2. Aux termes L. 561-2 du code de l'entrée et du séjour des étrangers et du droit d'asile : " I.- Sauf si sa présence constitue une menace pour l'ordre public, le ressortissant étranger qui s'est vu reconnaître la qualité de réfugié ou qui a obtenu le bénéfice de la protection subsidiaire peut demander à bénéficier de son droit à être rejoint, au titre de la réunification familiale : / (...) 2° Par son concubin, âgé d'au moins dix-huit ans, avec lequel il avait, avant la date d'introduction de sa demande d'asile, une vie commune suffisamment stable et continue. ; / 3° Par les enfants non mariés du couple, n'ayant pas dépassé leur dix-neuvième anniversaire. (...) ". Aux termes de l'article L. 561-5 du même code : " Les membres de la famille d'un réfugié ou d'un bénéficiaire de la protection subsidiaire sollicitent, pour entrer en France, un visa d'entrée pour un séjour d'une durée supérieure à trois mois auprès des autorités diplomatiques et consulaires, qui statuent sur cette demande dans les meilleurs délais. Ils produisent pour cela les actes de l'état civil justifiant de leur identité et des liens familiaux avec le réfugié ou le bénéficiaire de la protection subsidiaire./ En l'absence d'acte de l'état civil ou en cas de doute sur leur authenticité, les éléments de possession d'état définis à l'article 311-1 du code civil et les documents établis ou authentifiés par l'Office français de protection des réfugiés et apatrides, sur le fondement de l'article L. 121-9 du présent code, peuvent permettre de justifier de la situation de famille et de l'identité des demandeurs. Les éléments de possession d'état font foi jusqu'à preuve du contraire. Les documents établis par l'office font foi jusqu'à inscription de faux. ". Aux termes de l'article 311-1 du code civil : " La possession d'état s'établit par une réunion suffisante de faits qui révèlent le lien de filiation et de parenté entre une personne et la famille à laquelle elle est dite appartenir. / Les principaux de ces faits sont : 1° Que cette personne a été traitée par celui ou ceux dont on la dit issue comme leur enfant et qu'elle-même les a traités comme son ou ses parents ;/ 2° Que ceux-ci ont, en cette qualité, pourvu à son éducation, à son entretien ou à son installation ; /3° Que cette personne est reconnue comme leur enfant, dans la société et par la famille ; /4° Qu'elle est considérée comme telle par l'autorité publique ;/ 5° Qu'elle porte le nom de celui ou ceux dont on la dit issue. ".

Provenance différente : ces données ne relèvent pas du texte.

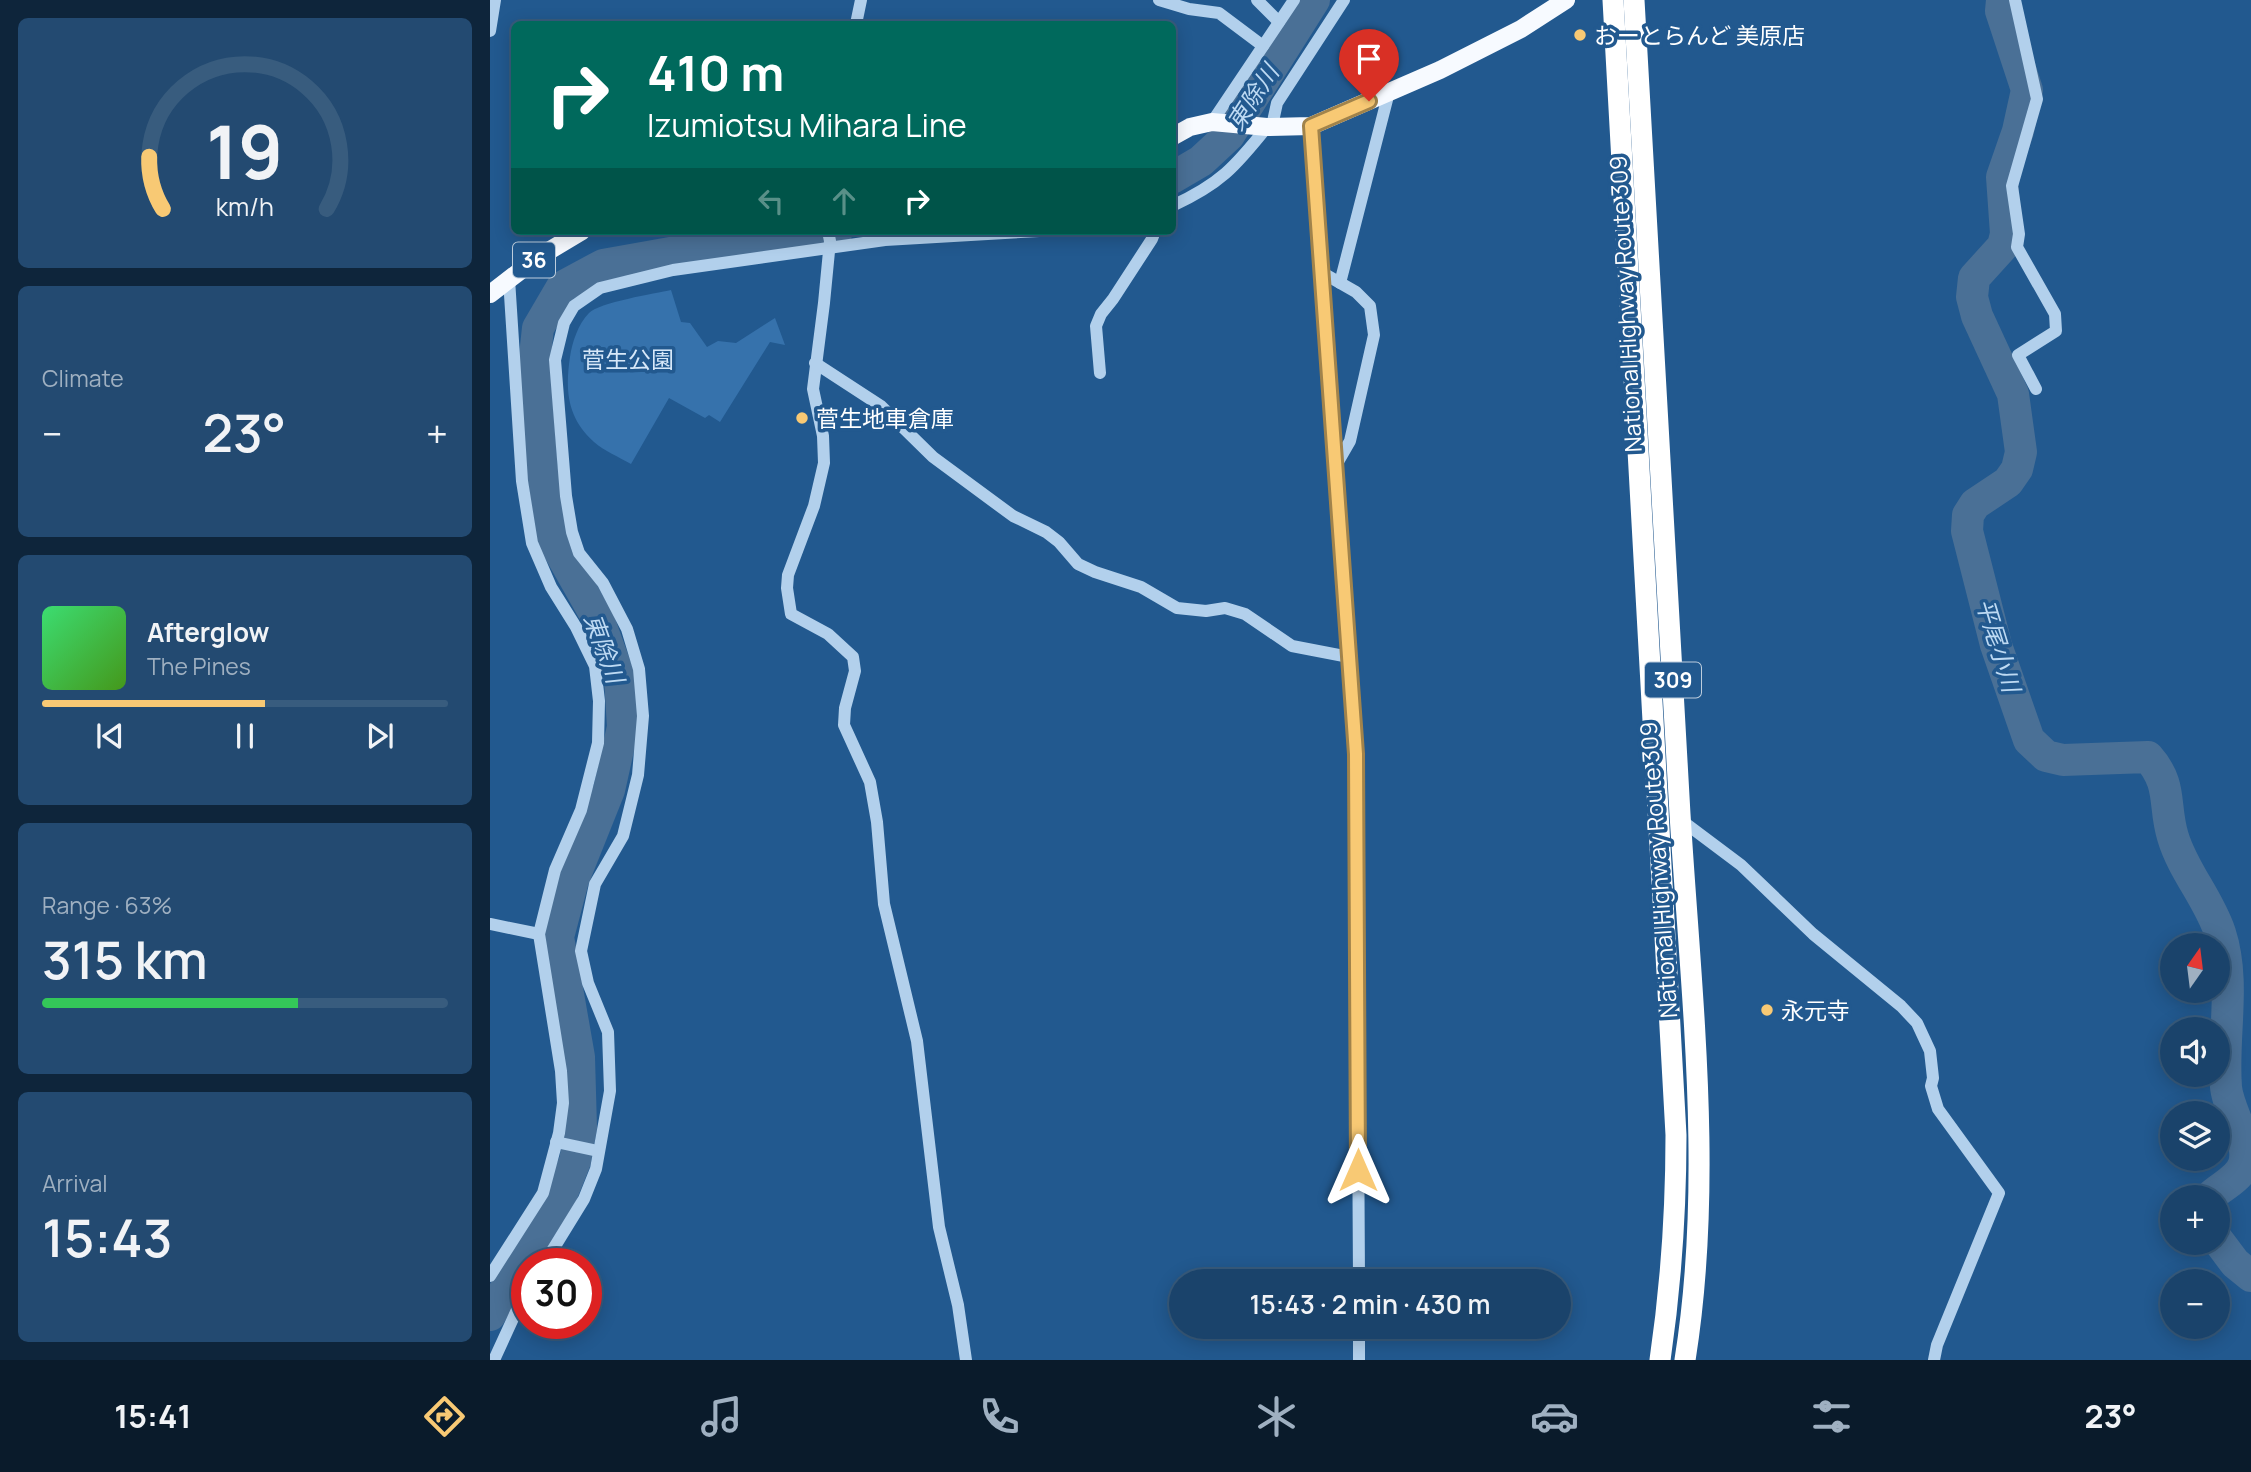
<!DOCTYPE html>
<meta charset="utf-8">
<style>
body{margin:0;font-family:Manrope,"Noto Sans JP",sans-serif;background:#234a71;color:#f1f3f6;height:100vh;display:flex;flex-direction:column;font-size:26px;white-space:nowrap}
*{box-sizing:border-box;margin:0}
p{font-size:23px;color:#9fb0c1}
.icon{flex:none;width:38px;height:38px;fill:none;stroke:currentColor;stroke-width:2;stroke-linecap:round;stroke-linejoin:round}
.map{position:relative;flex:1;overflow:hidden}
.drawer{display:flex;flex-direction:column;gap:18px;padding:18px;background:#0e253b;width:490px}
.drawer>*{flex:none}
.top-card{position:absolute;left:21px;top:21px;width:665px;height:214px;border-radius:10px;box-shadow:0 4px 18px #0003,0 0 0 2px #385c7e;background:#00695c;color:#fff;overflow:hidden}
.needle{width:46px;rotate:14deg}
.controls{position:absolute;left:1670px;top:933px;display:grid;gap:14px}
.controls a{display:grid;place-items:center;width:70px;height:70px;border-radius:50%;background:#1a436b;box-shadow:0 4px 18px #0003,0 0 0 2px #385c7e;font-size:35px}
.speed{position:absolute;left:21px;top:1248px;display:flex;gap:14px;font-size:35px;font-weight:700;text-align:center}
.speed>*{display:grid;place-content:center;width:91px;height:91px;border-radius:50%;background:#1a436b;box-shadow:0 4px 18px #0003,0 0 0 2px #385c7e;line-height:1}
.speed .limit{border:10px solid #d22;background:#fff;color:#111}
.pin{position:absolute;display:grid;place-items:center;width:60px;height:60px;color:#fff;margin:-72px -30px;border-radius:50% 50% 50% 0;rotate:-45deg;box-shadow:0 0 7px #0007}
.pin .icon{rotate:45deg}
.me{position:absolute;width:77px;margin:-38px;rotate:0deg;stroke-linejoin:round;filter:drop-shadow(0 0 5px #0008)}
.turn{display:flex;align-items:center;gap:24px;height:147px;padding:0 21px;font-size:32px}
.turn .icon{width:91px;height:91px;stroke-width:2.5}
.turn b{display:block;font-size:49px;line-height:60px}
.lanes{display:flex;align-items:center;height:66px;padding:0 21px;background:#0003;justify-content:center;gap:35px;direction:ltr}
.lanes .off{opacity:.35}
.big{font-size:52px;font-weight:600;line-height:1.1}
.drawer .card{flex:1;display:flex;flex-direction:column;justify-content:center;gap:10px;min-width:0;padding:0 24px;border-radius:10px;background:#234a71}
.drawer .dial{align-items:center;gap:0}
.dial svg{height:182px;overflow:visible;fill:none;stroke:#385c7e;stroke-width:7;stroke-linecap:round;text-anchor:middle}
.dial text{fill:#f1f3f6;stroke:none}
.song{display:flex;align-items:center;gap:21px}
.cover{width:84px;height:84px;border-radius:10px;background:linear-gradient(135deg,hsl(140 70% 55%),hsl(100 70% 35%))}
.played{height:7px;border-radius:4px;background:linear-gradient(90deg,#f8c974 55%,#385c7e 55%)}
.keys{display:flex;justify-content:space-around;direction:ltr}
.heat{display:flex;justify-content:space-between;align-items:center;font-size:38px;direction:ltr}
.charge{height:10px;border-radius:5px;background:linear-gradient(90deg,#34c759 63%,#385c7e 0)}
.trip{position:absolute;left:679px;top:1269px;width:402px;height:70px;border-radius:35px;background:#1a436b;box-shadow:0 4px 18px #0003,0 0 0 2px #385c7e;font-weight:600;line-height:70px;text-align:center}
.dock{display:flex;height:112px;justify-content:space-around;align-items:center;background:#0a1b2b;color:#9fb0c1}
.dock .icon{width:49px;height:49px}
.dock .current{color:#f8c974}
.dock b{font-size:32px;color:#f1f3f6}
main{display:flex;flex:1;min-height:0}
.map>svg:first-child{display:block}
</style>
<main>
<section class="drawer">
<div class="card dial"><svg viewBox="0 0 100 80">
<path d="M14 69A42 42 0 1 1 86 69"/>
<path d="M14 69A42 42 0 0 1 8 46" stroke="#f8c974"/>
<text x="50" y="56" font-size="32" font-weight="700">19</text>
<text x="50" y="72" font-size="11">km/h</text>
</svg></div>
<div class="card"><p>Climate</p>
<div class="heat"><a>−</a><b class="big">23°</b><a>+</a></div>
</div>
<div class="card">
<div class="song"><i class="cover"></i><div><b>Afterglow</b><p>The Pines</p></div></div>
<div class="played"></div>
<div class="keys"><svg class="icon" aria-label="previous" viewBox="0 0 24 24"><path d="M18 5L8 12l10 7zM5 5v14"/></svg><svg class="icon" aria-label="pause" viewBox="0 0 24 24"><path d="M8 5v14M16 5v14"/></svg><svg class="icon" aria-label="next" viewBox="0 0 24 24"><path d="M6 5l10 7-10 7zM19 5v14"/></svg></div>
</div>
<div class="card"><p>Range · 63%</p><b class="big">315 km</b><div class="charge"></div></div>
<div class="card"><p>Arrival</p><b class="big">15:43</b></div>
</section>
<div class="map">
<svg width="1761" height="1360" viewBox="0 0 1761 1360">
<rect width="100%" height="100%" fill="#22598f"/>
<path fill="#3672ac" d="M181 290 191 322 200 323 217 347 228 341 246 343 285 318 295 345 280 342 230 422 219 415 215 418 179 398 141 464C129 457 114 451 104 442 77 418 75 390 80 357 82 343 88 324 99 313 108 303 166 293 181 290Z"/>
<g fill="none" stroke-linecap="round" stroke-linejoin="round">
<g stroke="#4a7096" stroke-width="32">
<path d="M1512 0 1511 11 1537 90 1528 131 1512 177 1516 234 1513 246 1484 278 1482 297 1487 316 1523 394 1531 452 1527 469 1518 482 1485 504 1478 515 1477 531 1506 645 1539 740 1556 756 1573 760 1658 757C1683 785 1673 805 1683 837 1693 871 1719 899 1730 933 1746 982 1732 1036 1736 1087 1738 1111 1761 1141 1754 1164 1749 1180 1731 1186 1720 1197"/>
<path d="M682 178 711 161 739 135 824 0"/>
<path d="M1727 1239 1745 1263 1761 1276"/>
<path d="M0 1315 71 1196 85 1161 91 1128 89 1057 68 937 83 880 119 790 133 727 130 679 109 621 63 540 52 469 44 365 48 328 72 287 113 265 242 242 347 231"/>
</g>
<g stroke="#b2d0ec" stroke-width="12">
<path d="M669 0 699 9 729 13 773 46"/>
<path d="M767 0 789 22"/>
<path d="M1525 0 1547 99 1522 186 1529 234 1527 247 1565 314 1566 331 1528 355 1546 389"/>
<path d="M366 24 371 0"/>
<path d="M0 31 5 0"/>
<path d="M722 122 804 0"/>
<path d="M782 126 787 103 854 0"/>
<path d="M821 126 866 754 869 1281"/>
<path d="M682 206C730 184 745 167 777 127"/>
<path d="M338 231 340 241 334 303 323 389 333 436 334 463 324 506 298 575 297 588 301 614 338 634 363 657 365 671 355 708 354 725 380 782 387 822 394 904 427 1041 449 1227 468 1305 476 1360"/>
<path d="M831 272 866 292 880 306 884 335 860 441 845 467"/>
<path d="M850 283 899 92"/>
<path d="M325 363 391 406 443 457 523 516 556 532 569 542 588 564 605 572 651 587 687 608 716 611 735 608 755 614 802 646 859 657"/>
<path d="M610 373 606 326 611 314 623 299 662 239 665 231"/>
<path d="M1187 820H1191L1251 865 1323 934 1411 1006 1427 1023 1440 1051 1443 1078 1441 1086 1448 1109 1509 1193 1447 1345 1444 1360"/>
<path d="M0 924 49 934"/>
<path d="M66 1142 108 1151"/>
<path d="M54 1264 94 1199 106 1169 120 1091 118 1032 98 983 91 951 105 884 133 836 148 775 153 716 149 669 137 629 113 583 89 553 82 532 76 496 65 360 74 323 84 306 110 288 183 270 395 240 549 231"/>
<path d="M0 1276 53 1193 69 1133 73 1103 71 1071 49 934 65 870 91 810 108 743 109 701 105 666 86 627 61 587 42 543 32 481 19 279"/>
<path d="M869 1326V1360"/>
<path d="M4 1360 37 1288"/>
</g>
<g stroke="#f7faff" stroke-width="18">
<path d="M682 137 700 127 722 122 777 127 821 126 950 70 1031 29 1076 0"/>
<path d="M0 294 47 258 92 231"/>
</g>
<g stroke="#fff" stroke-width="21">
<path d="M1123 0 1186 1135C1186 1210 1181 1285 1170 1360"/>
<path d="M1144 0C1159 271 1175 542 1190 814 1201 995 1224 1179 1195 1360"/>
</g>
</g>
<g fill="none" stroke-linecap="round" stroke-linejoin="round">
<g stroke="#a1834b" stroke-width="18">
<path id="route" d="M868 1170 866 754 821 126 879 101"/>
</g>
<use href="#route" stroke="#f8c974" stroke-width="12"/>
</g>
<g fill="#f8c974" stroke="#22598f" stroke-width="2.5">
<circle cx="1090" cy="35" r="7"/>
<circle cx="312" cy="418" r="7"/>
<circle cx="1277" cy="1010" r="7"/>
</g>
<g text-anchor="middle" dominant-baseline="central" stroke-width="7" stroke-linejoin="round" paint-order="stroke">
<g fill="#22598f" stroke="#bdcddd" stroke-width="2">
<rect x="23" y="242.5" width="42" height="35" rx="5"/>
<rect x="1155" y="662.5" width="56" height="35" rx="5"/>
</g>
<g font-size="21" font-weight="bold" fill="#fff">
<text x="44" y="260">36</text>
<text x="1183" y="680">309</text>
</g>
<g font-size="23" fill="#fff" stroke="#22598f" text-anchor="start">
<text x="1104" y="35">おーとらんど 美原店</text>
<text x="326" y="418">菅生地車倉庫</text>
<text x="1291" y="1010">永元寺</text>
</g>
<g font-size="23" fill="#fff" stroke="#22598f">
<text transform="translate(1135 304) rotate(-93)">National Highway Route 309</text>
<text transform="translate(1168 870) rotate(-94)">National Highway Route 309</text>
</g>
<g font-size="23" fill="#d7e8f9" stroke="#22598f">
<text x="138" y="359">菅生公園</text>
</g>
<g font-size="24" font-style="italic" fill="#bedaf3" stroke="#22598f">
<text transform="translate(762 97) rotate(-57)">東除川</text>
<text transform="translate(1509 645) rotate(73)">平尾小川</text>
<text transform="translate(115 648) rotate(70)">東除川</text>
</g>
</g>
</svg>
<div class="controls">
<a><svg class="needle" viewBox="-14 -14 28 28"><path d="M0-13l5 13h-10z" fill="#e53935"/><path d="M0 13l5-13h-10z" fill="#9fb0c1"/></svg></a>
<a><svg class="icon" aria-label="sound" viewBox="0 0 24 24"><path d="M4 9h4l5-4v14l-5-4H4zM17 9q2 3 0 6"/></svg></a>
<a><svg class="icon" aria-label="layers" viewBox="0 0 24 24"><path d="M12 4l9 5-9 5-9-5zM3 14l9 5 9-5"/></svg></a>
<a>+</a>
<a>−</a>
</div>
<div class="speed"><div class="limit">30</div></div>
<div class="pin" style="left:879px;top:101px;background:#d93025"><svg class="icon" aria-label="arrive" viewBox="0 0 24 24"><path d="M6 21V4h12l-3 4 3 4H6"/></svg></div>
<svg class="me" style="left:868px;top:1170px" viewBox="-20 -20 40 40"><path d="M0-17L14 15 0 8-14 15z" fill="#f8c974" stroke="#fff" stroke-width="4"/></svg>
<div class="trip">15:43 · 2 min · 430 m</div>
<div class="top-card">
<div class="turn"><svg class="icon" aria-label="right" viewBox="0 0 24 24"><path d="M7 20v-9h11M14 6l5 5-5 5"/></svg><div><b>410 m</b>Izumiotsu Mihara Line</div></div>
<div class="lanes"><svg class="icon off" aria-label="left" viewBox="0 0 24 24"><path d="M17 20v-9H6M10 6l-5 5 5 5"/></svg><svg class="icon off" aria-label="ahead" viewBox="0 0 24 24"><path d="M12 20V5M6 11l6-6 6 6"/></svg><svg class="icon" aria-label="right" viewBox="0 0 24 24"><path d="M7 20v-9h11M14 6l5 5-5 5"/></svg></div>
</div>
</div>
</main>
<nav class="dock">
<b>15:41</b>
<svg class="icon current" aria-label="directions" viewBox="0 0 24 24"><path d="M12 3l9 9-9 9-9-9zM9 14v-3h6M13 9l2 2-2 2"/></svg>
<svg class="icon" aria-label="music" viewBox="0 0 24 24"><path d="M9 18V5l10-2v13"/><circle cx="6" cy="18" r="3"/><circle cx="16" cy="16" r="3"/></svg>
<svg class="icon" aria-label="phone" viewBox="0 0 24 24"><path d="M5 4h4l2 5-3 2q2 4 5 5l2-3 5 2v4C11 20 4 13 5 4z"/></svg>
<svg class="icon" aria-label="climate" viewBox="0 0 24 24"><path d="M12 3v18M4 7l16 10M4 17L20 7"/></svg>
<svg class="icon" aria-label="car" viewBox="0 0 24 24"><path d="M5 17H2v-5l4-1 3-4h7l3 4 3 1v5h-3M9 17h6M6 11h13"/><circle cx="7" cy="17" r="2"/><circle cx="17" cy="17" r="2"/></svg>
<svg class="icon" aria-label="filters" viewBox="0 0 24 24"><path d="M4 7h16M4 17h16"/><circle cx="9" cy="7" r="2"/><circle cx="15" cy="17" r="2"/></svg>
<b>23°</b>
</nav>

3. Par ailleurs, la circonstance qu'une demande de visa de long séjour ait pour objet le rapprochement familial d'un conjoint ou des enfants d'une personne admise à la qualité de réfugié ne fait pas obstacle à ce que l'autorité administrative refuse la délivrance du visa sollicité en se fondant, sous le contrôle du juge de l'excès de pouvoir, sur un motif d'ordre public. Figure au nombre de ces motifs le défaut de valeur probante des documents destinés à établir la réalité du lien de filiation produits à l'appui des demandes de visa.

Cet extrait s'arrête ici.